I’m currently in the middle of my process now.  We ultimately decided to work with a national egg donor agency because we couldn’t find someone who met our criteria (medical or otherwise) through our clinic’s bank.  Within two weeks I had found my donor.

I knew it as much as I knew my own name that she was meant to be my donor.  It took months of screening, paperwork, grieving, counseling, and anxiety to get to her egg retrieval.  At the end of July, she had an amazing amount of eggs retrieved and I couldn’t be happier to report that we have an amazing number of PGT-A normal embryos ready to make us parents. 

The truth is, when I got the call, I almost forgot that they weren’t my eggs.  I was just as excited as I think I would have been if they were.  I’ll never know if that’s true and I’m perfectly content with that.

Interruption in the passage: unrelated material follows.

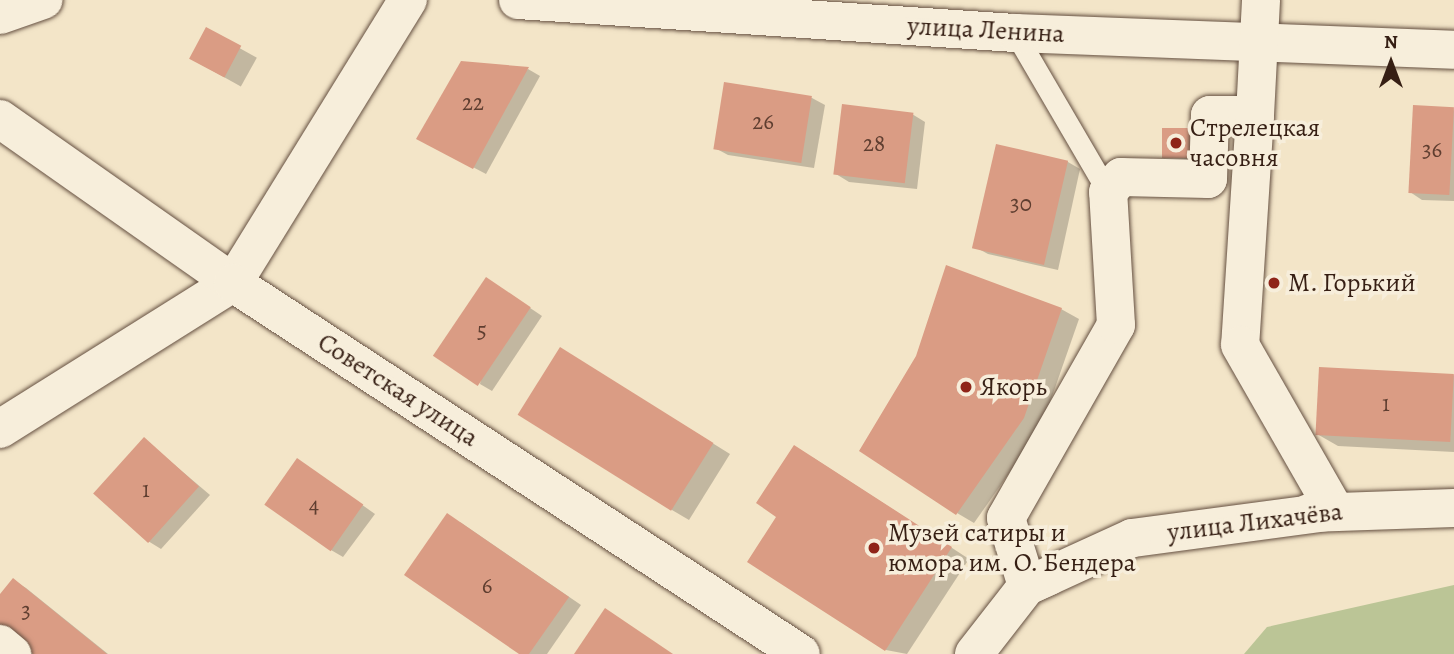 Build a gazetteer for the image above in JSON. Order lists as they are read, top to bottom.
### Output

Today I’m just grateful that a young, healthy woman named Lauren made my dreams a possibility.  She will always have a special place in my broken-but-hopeful heart.

I hope that by the time you’re reading this article, I’ve had my transfer and I am pregnant.  I hope to be part of the “40 and pregnant” club come the beginning of next year, when I turn 40.  I hope that if nothing else, my story gives you hope.  I also want you remember to check your breasts regularly and if you find something, don’t assume it’s nothing because you’re young and healthy.